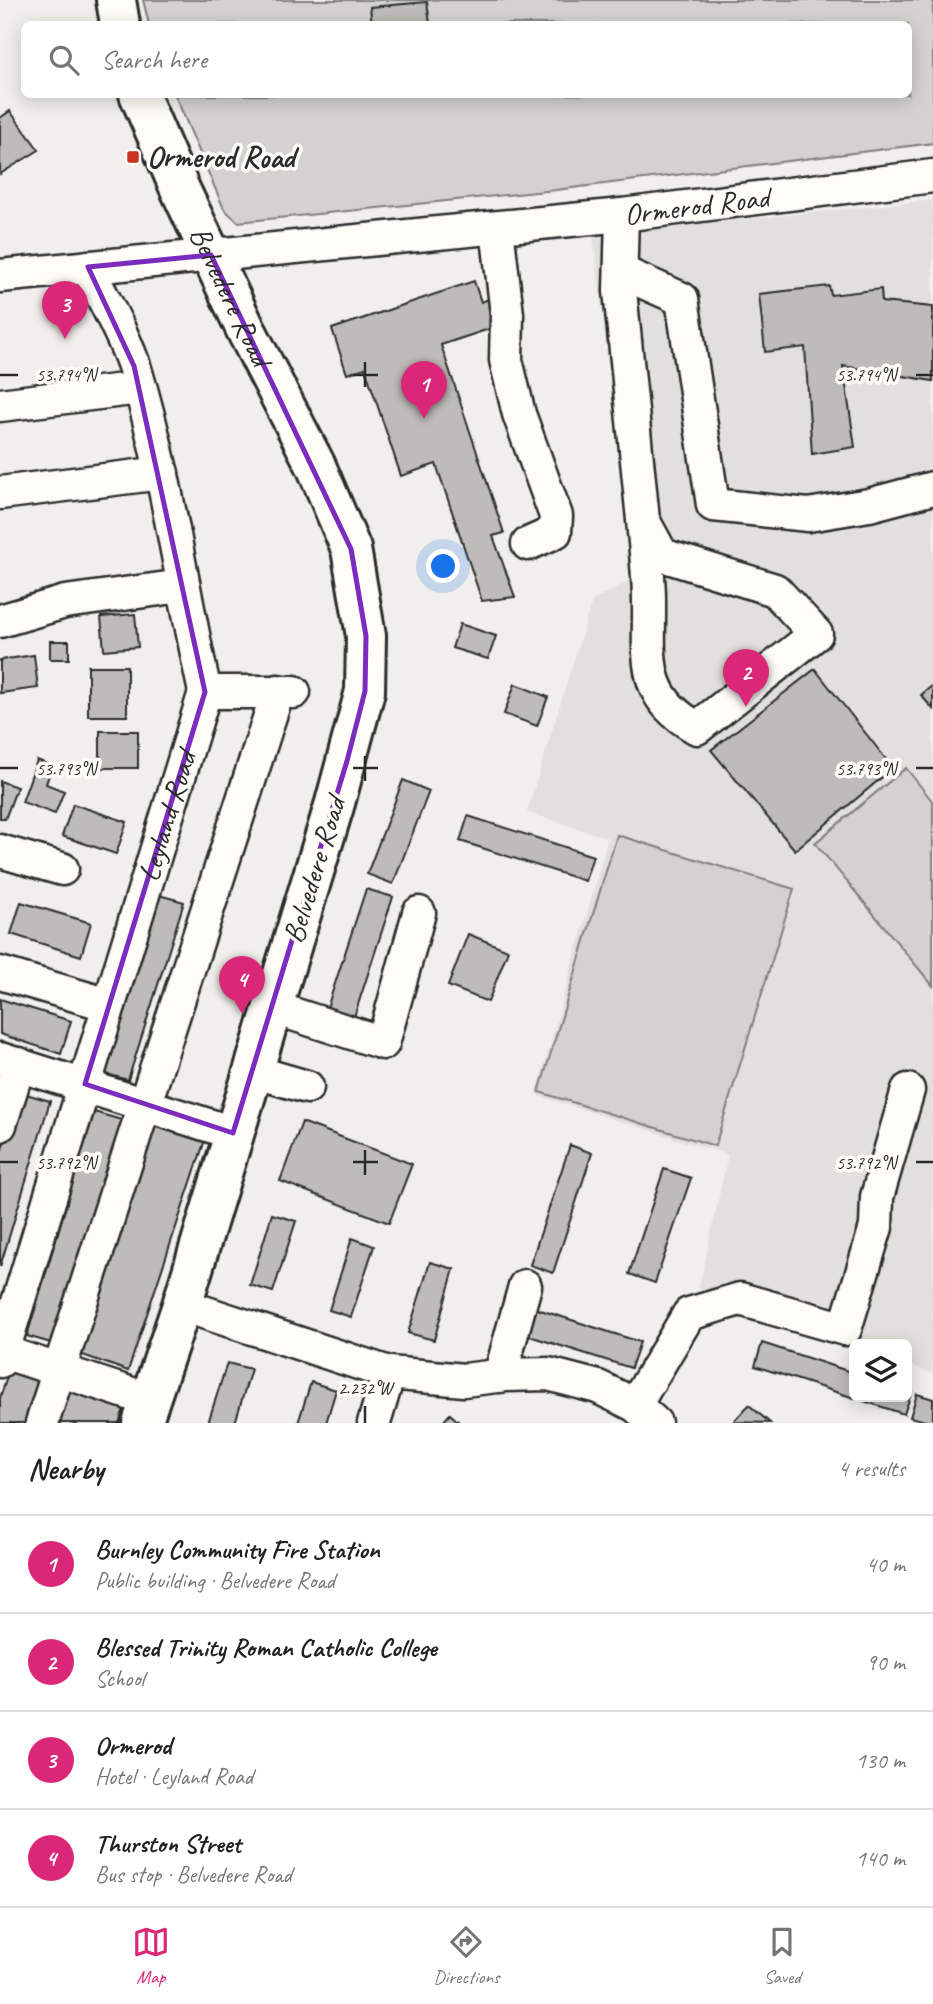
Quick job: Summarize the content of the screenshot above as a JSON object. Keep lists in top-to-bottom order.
{
  "streets": {
    "highway": ["Belvedere Road"],
    "street": ["Ormerod Road", "Leyland Road"]
  },
  "crossings": [
    ["Ormerod Road", "Belvedere Road"],
    ["Ormerod Road", "Leyland Road"]
  ],
  "places": {
    "transit": ["Ormerod Road"]
  },
  "page": {
    "search": "Search here",
    "pins": [
      "3",
      "1",
      "2",
      "4"
    ],
    "heading": ["Nearby", "4 results"],
    "list": [
      {
        "mark": "1",
        "name": "Burnley Community Fire Station",
        "note": "Public building · Belvedere Road",
        "value": "40 m"
      },
      {
        "mark": "2",
        "name": "Blessed Trinity Roman Catholic College",
        "note": "School",
        "value": "90 m"
      },
      {
        "mark": "3",
        "name": "Ormerod",
        "note": "Hotel · Leyland Road",
        "value": "130 m"
      },
      {
        "mark": "4",
        "name": "Thurston Street",
        "note": "Bus stop · Belvedere Road",
        "value": "140 m"
      }
    ],
    "nav": ["Map", "Directions", "Saved"]
  },
  "coordinates": [
    "53.794°N",
    "53.793°N",
    "53.792°N",
    "2.232°W"
  ]
}
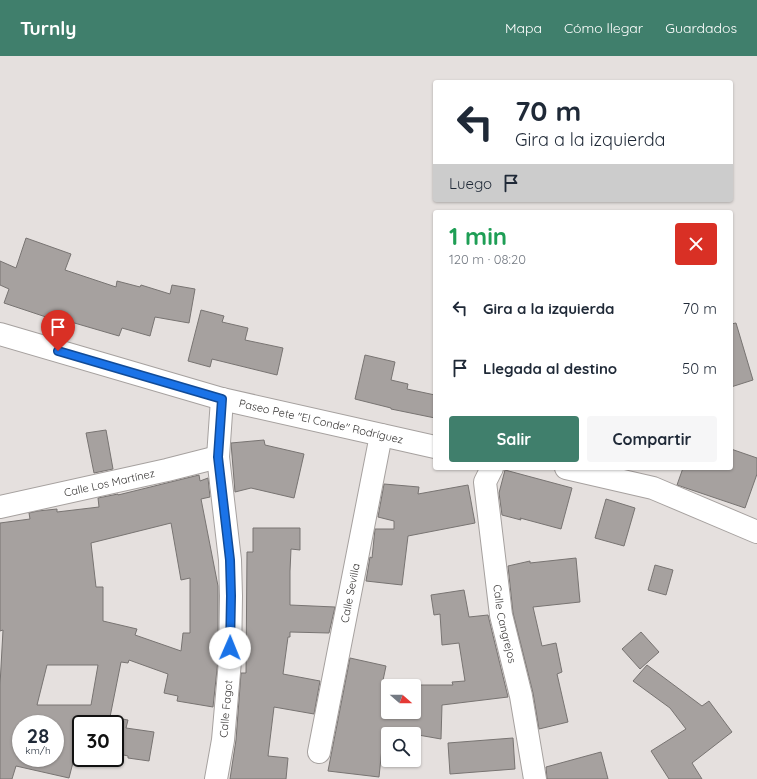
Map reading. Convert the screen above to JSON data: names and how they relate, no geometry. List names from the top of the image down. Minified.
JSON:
{"streets":{"street":["Paseo Pete \"El Conde\" Rodríguez","Calle Los Martínez","Calle Sevilla","Calle Cangrejos","Calle Fagot"]},"crossings":[["Paseo Pete \"El Conde\" Rodríguez","Calle Sevilla"],["Paseo Pete \"El Conde\" Rodríguez","Calle Fagot"],["Calle Los Martínez","Calle Fagot"]],"north":"right","page":{"header":"Turnly","nav":["Mapa","Cómo llegar","Guardados"],"turn":["70 m","Gira a la izquierda"],"then":"Luego","heading":["1 min","120 m · 08:20"],"list":[{"name":"Gira a la izquierda","value":"70 m"},{"name":"Llegada al destino","value":"50 m"}],"buttons":["Salir","Compartir"],"speed":"28 km/h","limit":"30"}}
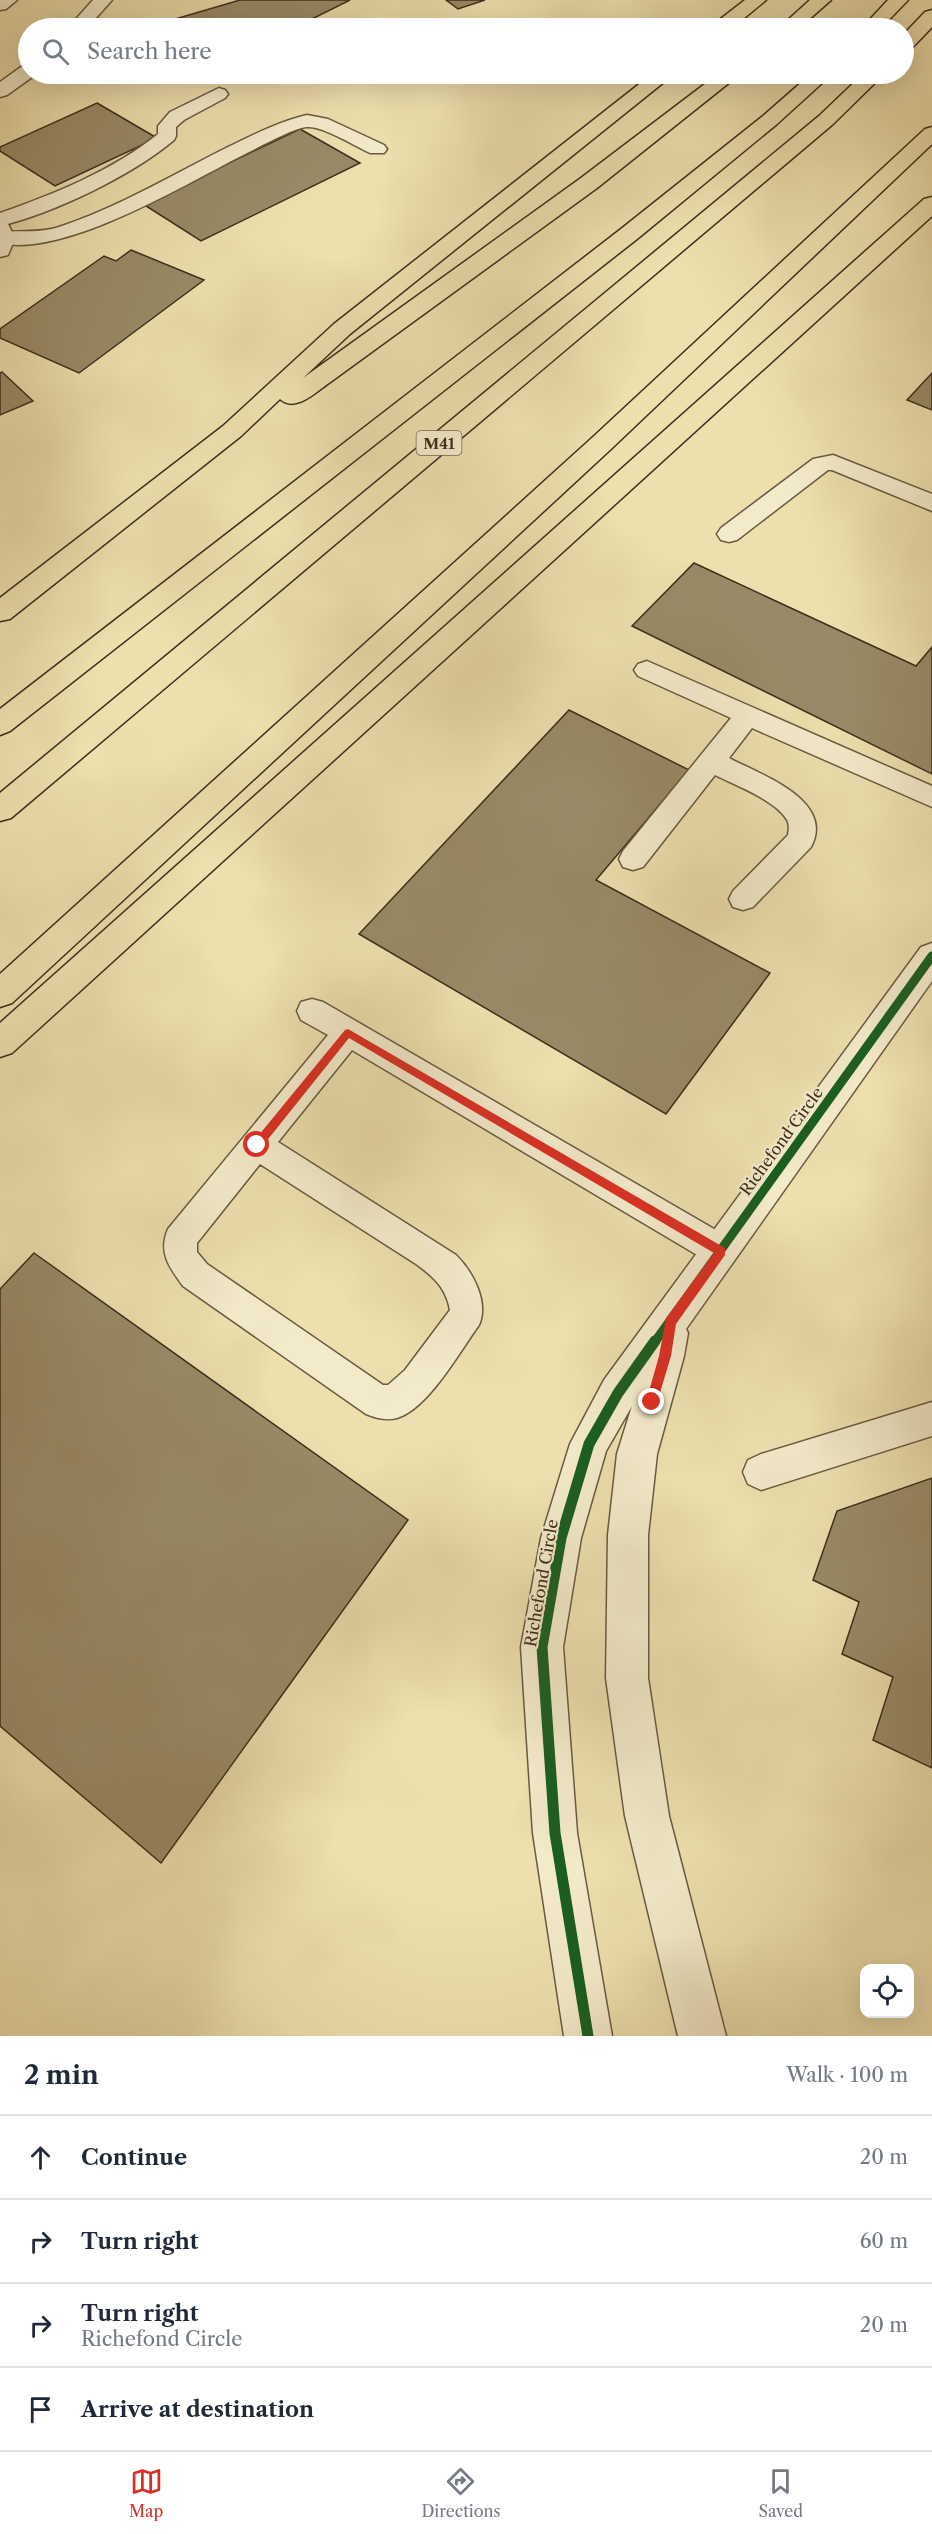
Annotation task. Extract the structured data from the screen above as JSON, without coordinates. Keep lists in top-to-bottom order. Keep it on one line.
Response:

• _Work request_:
The whole listing should be restated word for word, with no pictures.

• _Response for this exercise_:
Quick job: Summarize the content of the screenshot above as a JSON object. Keep lists in top-to-bottom order.
{
  "streets": {
    "highway": ["Belvedere Road"],
    "street": ["Ormerod Road", "Leyland Road"]
  },
  "crossings": [
    ["Ormerod Road", "Belvedere Road"],
    ["Ormerod Road", "Leyland Road"]
  ],
  "places": {
    "transit": ["Ormerod Road"]
  },
  "page": {
    "search": "Search here",
    "pins": [
      "3",
      "1",
      "2",
      "4"
    ],
    "heading": ["Nearby", "4 results"],
    "list": [
      {
        "mark": "1",
        "name": "Burnley Community Fire Station",
        "note": "Public building · Belvedere Road",
        "value": "40 m"
      },
      {
        "mark": "2",
        "name": "Blessed Trinity Roman Catholic College",
        "note": "School",
        "value": "90 m"
      },
      {
        "mark": "3",
        "name": "Ormerod",
        "note": "Hotel · Leyland Road",
        "value": "130 m"
      },
      {
        "mark": "4",
        "name": "Thurston Street",
        "note": "Bus stop · Belvedere Road",
        "value": "140 m"
      }
    ],
    "nav": ["Map", "Directions", "Saved"]
  },
  "coordinates": [
    "53.794°N",
    "53.793°N",
    "53.792°N",
    "2.232°W"
  ]
}
Map reading. Convert the screen above to JSON data: names and how they relate, no geometry. List names from the top of the image down. Minified.
JSON:
{"streets":{"street":["Paseo Pete \"El Conde\" Rodríguez","Calle Los Martínez","Calle Sevilla","Calle Cangrejos","Calle Fagot"]},"crossings":[["Paseo Pete \"El Conde\" Rodríguez","Calle Sevilla"],["Paseo Pete \"El Conde\" Rodríguez","Calle Fagot"],["Calle Los Martínez","Calle Fagot"]],"north":"right","page":{"header":"Turnly","nav":["Mapa","Cómo llegar","Guardados"],"turn":["70 m","Gira a la izquierda"],"then":"Luego","heading":["1 min","120 m · 08:20"],"list":[{"name":"Gira a la izquierda","value":"70 m"},{"name":"Llegada al destino","value":"50 m"}],"buttons":["Salir","Compartir"],"speed":"28 km/h","limit":"30"}}
Annotation task. Extract the structured data from the screen above as JSON, without coordinates. Keep lists in top-to-bottom order. Keep it on one line.
Response:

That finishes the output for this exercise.